Stored data entries:
......

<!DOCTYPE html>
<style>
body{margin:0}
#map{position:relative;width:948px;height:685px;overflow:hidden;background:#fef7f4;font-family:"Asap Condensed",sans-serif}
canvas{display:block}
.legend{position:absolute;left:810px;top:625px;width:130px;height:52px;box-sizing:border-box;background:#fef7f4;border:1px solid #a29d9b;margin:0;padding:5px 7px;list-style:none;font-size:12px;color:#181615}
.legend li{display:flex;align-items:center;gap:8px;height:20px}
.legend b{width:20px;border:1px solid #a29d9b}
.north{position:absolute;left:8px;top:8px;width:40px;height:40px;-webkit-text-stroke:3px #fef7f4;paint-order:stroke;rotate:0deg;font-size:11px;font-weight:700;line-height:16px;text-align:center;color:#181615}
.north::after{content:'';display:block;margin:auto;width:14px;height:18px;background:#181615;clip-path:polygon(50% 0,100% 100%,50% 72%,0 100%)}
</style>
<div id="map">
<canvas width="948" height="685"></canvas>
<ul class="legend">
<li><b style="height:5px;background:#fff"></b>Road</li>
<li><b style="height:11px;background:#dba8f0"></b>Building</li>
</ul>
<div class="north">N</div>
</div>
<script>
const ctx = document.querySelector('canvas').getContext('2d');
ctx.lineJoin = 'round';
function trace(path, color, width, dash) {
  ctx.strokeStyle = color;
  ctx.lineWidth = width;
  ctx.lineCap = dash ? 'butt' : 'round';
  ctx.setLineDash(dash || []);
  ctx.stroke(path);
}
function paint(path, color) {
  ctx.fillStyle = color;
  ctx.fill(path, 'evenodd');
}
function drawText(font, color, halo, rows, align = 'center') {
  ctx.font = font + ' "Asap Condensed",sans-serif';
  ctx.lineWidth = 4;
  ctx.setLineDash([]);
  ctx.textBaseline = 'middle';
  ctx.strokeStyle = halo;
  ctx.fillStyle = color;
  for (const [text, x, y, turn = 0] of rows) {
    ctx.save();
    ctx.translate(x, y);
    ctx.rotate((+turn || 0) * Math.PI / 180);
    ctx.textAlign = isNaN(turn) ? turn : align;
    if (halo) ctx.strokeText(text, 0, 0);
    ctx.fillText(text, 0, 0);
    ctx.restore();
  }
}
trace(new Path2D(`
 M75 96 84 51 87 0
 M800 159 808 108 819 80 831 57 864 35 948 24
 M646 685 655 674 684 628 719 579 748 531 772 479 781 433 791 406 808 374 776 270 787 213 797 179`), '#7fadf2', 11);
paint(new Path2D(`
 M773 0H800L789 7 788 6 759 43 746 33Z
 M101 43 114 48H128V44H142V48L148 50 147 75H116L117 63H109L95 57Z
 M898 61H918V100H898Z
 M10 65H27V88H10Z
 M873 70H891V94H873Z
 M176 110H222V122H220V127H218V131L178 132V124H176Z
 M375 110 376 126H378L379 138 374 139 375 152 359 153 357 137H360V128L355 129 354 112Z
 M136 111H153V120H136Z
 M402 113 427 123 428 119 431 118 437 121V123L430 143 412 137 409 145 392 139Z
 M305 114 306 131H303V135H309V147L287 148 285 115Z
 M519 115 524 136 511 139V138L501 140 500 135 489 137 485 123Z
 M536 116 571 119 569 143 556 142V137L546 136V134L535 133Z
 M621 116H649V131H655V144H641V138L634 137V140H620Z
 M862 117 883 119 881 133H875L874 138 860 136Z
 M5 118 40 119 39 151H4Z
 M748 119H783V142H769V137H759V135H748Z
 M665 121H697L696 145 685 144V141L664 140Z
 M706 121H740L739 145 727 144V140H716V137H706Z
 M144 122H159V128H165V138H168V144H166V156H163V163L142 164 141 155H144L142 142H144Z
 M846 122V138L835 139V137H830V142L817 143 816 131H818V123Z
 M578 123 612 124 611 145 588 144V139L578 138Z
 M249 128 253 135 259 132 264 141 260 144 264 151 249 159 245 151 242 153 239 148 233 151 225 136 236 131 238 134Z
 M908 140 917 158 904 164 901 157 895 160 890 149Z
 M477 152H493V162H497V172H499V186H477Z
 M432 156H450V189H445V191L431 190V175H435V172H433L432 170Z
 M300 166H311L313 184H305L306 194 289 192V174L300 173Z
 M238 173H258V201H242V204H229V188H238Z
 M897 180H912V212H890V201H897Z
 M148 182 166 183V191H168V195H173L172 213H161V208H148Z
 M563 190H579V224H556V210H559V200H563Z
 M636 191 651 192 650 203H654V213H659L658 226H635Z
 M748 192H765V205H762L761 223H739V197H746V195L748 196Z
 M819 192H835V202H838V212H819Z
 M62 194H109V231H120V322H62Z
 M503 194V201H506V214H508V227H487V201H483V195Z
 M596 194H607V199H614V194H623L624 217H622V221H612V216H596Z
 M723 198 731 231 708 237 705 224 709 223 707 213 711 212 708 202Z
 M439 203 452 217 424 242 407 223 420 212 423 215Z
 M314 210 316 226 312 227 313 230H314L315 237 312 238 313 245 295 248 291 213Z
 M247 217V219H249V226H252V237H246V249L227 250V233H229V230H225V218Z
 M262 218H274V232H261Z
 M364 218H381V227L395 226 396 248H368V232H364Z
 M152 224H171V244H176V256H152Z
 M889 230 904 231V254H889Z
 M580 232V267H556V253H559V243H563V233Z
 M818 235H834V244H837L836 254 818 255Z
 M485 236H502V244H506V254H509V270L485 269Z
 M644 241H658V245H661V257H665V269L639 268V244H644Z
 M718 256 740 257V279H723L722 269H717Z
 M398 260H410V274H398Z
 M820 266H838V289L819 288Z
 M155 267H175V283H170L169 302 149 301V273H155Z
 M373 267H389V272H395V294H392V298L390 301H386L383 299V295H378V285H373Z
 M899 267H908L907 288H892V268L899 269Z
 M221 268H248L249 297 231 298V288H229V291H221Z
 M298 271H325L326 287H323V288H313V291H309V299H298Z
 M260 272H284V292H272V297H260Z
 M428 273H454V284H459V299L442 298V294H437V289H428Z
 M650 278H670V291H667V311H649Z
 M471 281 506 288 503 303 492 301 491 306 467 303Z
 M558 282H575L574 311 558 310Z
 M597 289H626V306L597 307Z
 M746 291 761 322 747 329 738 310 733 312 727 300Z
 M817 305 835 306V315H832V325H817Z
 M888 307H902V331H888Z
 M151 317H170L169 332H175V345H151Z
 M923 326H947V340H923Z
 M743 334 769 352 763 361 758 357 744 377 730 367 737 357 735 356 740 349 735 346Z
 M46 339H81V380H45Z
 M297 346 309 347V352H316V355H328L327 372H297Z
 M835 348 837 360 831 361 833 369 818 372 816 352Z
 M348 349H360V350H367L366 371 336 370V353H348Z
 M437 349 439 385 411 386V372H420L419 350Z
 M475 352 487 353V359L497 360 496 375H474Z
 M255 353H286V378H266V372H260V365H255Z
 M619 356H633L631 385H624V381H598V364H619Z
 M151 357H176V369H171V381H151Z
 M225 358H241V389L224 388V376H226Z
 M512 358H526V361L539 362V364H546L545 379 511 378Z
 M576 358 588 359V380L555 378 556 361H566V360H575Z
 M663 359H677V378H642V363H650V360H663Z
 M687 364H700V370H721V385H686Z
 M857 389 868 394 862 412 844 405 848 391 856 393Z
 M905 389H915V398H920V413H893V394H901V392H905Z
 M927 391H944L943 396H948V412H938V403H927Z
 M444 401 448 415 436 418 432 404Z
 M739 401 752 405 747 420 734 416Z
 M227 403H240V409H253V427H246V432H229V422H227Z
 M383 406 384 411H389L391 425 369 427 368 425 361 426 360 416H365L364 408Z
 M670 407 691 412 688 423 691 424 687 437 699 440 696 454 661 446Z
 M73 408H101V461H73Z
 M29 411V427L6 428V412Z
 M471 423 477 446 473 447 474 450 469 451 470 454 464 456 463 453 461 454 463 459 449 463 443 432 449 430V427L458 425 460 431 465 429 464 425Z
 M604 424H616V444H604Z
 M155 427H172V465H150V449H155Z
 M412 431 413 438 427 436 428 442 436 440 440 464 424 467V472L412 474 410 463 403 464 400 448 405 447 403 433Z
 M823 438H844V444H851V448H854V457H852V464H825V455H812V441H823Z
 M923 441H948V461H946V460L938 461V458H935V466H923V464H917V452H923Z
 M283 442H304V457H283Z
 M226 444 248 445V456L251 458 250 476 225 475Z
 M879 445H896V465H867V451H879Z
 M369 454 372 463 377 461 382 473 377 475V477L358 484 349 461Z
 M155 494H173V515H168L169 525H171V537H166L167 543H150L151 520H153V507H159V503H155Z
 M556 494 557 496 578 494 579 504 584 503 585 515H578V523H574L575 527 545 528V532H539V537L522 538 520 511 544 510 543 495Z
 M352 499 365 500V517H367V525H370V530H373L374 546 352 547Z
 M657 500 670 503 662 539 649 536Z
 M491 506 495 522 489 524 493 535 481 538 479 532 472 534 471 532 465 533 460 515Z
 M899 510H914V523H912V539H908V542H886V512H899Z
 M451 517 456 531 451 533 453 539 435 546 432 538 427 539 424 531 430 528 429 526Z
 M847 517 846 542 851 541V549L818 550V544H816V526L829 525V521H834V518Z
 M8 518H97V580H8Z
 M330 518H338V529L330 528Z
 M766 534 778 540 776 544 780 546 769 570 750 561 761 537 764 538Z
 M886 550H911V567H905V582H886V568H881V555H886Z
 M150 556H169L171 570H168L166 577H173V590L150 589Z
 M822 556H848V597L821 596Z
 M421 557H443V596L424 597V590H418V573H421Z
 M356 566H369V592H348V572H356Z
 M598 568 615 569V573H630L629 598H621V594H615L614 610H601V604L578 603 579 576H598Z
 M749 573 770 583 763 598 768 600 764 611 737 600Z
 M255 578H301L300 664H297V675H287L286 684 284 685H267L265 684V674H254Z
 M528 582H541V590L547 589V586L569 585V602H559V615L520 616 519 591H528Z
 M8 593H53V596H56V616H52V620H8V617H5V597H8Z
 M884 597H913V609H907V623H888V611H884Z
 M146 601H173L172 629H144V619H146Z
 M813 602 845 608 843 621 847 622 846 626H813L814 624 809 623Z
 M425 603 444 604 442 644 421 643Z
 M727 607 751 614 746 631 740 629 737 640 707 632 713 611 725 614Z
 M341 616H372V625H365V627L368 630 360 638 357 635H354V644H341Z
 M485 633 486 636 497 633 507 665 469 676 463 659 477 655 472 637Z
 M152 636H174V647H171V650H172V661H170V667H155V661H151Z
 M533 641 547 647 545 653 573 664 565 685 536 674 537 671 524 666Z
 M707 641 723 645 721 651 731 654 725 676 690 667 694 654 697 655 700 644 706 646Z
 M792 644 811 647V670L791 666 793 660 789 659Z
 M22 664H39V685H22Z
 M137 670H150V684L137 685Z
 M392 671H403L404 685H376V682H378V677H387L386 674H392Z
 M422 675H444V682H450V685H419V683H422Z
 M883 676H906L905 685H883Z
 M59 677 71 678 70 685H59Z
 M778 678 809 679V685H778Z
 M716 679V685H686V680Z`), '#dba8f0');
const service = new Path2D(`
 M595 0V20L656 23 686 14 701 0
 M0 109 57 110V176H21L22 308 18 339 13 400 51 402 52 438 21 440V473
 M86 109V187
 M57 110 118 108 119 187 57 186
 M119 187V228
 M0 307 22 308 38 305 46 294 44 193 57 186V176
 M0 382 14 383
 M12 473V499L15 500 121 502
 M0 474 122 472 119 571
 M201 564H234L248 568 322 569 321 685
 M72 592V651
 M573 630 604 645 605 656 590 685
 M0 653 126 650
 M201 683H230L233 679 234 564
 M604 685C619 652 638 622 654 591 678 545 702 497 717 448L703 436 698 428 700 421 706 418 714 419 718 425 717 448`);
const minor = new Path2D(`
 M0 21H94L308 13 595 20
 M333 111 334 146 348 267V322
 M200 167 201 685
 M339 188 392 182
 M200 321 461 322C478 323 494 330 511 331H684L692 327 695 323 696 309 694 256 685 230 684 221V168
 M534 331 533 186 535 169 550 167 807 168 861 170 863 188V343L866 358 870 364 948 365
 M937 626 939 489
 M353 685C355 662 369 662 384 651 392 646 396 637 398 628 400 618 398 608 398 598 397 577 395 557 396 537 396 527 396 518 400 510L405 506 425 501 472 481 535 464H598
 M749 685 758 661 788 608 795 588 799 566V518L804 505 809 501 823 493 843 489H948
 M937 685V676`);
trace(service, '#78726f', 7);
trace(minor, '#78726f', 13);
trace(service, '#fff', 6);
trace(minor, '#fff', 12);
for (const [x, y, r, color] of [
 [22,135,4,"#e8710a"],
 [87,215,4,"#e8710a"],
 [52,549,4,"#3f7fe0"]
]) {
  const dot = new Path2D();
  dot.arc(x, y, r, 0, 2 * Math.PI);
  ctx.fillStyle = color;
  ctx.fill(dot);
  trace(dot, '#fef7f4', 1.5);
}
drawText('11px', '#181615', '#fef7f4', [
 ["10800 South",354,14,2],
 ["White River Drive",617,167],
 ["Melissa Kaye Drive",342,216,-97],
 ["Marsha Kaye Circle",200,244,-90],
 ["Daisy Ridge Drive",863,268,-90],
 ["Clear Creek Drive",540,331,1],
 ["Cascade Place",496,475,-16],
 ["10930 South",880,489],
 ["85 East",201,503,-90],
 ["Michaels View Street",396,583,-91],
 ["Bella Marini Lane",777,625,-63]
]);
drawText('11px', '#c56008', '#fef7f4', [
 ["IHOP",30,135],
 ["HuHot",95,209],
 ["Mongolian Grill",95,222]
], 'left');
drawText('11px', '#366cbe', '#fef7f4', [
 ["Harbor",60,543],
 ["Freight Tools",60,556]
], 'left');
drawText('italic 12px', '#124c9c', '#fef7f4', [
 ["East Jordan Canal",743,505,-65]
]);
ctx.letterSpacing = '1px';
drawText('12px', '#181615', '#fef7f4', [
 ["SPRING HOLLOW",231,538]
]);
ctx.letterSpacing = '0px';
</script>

......

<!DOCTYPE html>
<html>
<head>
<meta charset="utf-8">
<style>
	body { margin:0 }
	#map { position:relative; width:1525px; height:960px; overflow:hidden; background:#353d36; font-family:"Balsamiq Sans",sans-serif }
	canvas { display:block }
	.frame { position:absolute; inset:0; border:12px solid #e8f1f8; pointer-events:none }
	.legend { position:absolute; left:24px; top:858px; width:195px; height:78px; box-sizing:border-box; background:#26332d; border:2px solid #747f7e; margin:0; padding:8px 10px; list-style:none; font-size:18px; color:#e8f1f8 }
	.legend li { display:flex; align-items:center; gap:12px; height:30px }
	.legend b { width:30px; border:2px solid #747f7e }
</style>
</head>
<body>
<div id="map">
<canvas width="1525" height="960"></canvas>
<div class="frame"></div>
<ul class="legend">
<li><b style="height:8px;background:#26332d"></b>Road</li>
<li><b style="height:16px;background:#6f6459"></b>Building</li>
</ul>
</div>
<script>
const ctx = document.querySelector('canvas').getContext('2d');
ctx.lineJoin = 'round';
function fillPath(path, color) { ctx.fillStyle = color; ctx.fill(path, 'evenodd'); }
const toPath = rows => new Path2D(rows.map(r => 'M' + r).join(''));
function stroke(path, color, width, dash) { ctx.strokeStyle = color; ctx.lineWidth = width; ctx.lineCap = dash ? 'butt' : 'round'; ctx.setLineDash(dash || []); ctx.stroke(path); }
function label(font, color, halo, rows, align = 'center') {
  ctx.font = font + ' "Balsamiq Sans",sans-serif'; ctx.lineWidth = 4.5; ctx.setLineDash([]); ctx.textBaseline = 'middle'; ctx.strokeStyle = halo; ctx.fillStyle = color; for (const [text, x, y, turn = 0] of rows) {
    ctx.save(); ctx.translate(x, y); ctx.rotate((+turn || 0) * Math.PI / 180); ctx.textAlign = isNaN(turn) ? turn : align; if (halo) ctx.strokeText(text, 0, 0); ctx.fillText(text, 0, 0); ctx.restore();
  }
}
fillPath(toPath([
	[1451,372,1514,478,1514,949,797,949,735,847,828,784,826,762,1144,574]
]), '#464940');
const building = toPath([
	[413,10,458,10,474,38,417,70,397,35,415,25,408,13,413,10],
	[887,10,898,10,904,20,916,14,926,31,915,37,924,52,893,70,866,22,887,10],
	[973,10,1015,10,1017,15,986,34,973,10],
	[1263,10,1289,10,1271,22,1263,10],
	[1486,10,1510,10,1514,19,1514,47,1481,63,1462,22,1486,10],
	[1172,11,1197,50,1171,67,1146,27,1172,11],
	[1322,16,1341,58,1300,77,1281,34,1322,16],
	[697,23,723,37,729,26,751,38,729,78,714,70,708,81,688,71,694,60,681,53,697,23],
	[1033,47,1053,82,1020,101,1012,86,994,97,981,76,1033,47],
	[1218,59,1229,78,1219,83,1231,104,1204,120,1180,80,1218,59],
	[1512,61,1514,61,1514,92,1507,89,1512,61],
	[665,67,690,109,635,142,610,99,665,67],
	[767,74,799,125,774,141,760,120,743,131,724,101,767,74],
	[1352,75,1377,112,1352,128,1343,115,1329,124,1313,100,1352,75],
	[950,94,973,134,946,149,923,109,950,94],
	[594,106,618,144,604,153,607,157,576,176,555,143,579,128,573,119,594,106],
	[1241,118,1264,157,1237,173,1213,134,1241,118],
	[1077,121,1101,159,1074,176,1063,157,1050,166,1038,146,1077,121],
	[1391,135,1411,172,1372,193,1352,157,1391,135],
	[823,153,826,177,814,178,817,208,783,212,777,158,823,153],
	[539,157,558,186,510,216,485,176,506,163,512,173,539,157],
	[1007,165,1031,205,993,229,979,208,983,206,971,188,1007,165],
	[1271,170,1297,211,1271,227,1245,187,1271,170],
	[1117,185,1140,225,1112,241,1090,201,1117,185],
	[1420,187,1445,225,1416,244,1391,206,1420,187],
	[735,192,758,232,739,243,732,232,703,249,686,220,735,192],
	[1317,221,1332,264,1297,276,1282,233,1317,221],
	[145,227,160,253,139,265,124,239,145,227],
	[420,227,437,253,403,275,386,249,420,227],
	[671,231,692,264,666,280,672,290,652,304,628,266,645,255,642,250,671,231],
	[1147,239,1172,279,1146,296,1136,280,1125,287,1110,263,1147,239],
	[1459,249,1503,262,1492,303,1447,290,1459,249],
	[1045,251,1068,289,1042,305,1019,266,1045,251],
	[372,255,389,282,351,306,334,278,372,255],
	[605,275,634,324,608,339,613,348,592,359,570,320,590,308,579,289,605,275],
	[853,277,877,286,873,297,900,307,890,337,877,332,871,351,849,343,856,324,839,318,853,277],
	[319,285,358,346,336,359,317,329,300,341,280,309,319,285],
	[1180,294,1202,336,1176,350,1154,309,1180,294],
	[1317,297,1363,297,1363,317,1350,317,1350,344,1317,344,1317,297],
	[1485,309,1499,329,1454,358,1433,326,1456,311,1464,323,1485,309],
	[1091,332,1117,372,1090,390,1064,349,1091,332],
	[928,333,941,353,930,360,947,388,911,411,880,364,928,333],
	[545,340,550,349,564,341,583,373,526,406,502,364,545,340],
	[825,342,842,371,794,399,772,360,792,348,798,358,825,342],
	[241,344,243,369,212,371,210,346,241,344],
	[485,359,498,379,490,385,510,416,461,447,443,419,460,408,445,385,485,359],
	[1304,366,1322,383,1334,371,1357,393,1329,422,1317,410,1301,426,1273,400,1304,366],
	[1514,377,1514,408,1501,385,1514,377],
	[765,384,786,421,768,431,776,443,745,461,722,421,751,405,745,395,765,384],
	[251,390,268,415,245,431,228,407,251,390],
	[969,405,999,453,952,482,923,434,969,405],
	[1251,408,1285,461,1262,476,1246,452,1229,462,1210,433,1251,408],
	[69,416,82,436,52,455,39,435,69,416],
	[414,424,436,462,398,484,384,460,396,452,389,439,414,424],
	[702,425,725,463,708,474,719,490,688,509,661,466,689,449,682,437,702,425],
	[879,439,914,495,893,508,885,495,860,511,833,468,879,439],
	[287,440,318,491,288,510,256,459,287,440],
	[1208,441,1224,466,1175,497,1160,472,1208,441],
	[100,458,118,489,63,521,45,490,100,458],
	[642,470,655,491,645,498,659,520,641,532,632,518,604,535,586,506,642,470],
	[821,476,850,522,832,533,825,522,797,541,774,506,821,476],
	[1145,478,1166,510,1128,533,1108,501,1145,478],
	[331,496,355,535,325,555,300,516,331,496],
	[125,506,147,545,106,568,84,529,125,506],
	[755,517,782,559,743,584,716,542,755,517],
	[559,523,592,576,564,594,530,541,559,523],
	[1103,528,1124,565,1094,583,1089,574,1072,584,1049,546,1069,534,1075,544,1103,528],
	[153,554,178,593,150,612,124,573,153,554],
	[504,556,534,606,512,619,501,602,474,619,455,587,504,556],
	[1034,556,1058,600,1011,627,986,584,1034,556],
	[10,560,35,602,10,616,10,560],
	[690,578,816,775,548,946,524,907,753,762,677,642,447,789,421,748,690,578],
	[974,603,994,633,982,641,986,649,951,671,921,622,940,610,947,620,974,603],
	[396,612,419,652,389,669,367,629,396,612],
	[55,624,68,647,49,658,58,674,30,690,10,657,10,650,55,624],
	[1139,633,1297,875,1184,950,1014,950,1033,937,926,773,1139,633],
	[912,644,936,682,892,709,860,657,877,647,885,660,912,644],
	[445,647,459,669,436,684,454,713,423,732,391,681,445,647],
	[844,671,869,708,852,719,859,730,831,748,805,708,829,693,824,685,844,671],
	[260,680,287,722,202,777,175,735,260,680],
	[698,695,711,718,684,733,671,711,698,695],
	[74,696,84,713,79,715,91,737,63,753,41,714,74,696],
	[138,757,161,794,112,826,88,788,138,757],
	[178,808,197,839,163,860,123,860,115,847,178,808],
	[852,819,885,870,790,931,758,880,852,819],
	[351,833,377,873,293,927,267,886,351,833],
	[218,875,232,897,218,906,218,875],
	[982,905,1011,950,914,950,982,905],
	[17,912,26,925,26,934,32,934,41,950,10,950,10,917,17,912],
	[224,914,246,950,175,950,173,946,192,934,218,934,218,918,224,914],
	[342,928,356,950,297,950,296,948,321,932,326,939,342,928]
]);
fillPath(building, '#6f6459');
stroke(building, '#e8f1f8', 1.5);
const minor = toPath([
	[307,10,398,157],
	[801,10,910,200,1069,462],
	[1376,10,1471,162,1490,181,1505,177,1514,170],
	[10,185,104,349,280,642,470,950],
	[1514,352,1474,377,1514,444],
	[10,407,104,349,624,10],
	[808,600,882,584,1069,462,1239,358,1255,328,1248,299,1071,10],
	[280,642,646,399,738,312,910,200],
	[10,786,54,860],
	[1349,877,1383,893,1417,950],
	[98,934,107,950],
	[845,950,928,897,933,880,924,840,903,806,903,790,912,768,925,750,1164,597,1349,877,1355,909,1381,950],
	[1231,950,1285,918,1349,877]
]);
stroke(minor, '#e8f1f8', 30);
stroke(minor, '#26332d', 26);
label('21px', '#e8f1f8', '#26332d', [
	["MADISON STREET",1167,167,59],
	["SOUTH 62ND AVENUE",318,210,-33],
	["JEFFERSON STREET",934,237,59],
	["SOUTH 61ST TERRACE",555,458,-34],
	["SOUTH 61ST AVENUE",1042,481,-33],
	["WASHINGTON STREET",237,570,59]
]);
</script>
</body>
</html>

......

ASSIGNMENT:
Beginning at the line with "M341 616H372V625H365V627L368 630" and ending at the line with "M749 685 758", reproduce each line of the data above exactly, and add no other lines.

SOLVED PROBLEM:
 M341 616H372V625H365V627L368 630 360 638 357 635H354V644H341Z
 M485 633 486 636 497 633 507 665 469 676 463 659 477 655 472 637Z
 M152 636H174V647H171V650H172V661H170V667H155V661H151Z
 M533 641 547 647 545 653 573 664 565 685 536 674 537 671 524 666Z
 M707 641 723 645 721 651 731 654 725 676 690 667 694 654 697 655 700 644 706 646Z
 M792 644 811 647V670L791 666 793 660 789 659Z
 M22 664H39V685H22Z
 M137 670H150V684L137 685Z
 M392 671H403L404 685H376V682H378V677H387L386 674H392Z
 M422 675H444V682H450V685H419V683H422Z
 M883 676H906L905 685H883Z
 M59 677 71 678 70 685H59Z
 M778 678 809 679V685H778Z
 M716 679V685H686V680Z`), '#dba8f0');
const service = new Path2D(`
 M595 0V20L656 23 686 14 701 0
 M0 109 57 110V176H21L22 308 18 339 13 400 51 402 52 438 21 440V473
 M86 109V187
 M57 110 118 108 119 187 57 186
 M119 187V228
 M0 307 22 308 38 305 46 294 44 193 57 186V176
 M0 382 14 383
 M12 473V499L15 500 121 502
 M0 474 122 472 119 571
 M201 564H234L248 568 322 569 321 685
 M72 592V651
 M573 630 604 645 605 656 590 685
 M0 653 126 650
 M201 683H230L233 679 234 564
 M604 685C619 652 638 622 654 591 678 545 702 497 717 448L703 436 698 428 700 421 706 418 714 419 718 425 717 448`);
const minor = new Path2D(`
 M0 21H94L308 13 595 20
 M333 111 334 146 348 267V322
 M200 167 201 685
 M339 188 392 182
 M200 321 461 322C478 323 494 330 511 331H684L692 327 695 323 696 309 694 256 685 230 684 221V168
 M534 331 533 186 535 169 550 167 807 168 861 170 863 188V343L866 358 870 364 948 365
 M937 626 939 489
 M353 685C355 662 369 662 384 651 392 646 396 637 398 628 400 618 398 608 398 598 397 577 395 557 396 537 396 527 396 518 400 510L405 506 425 501 472 481 535 464H598
 M749 685 758 661 788 608 795 588 799 566V518L804 505 809 501 823 493 843 489H948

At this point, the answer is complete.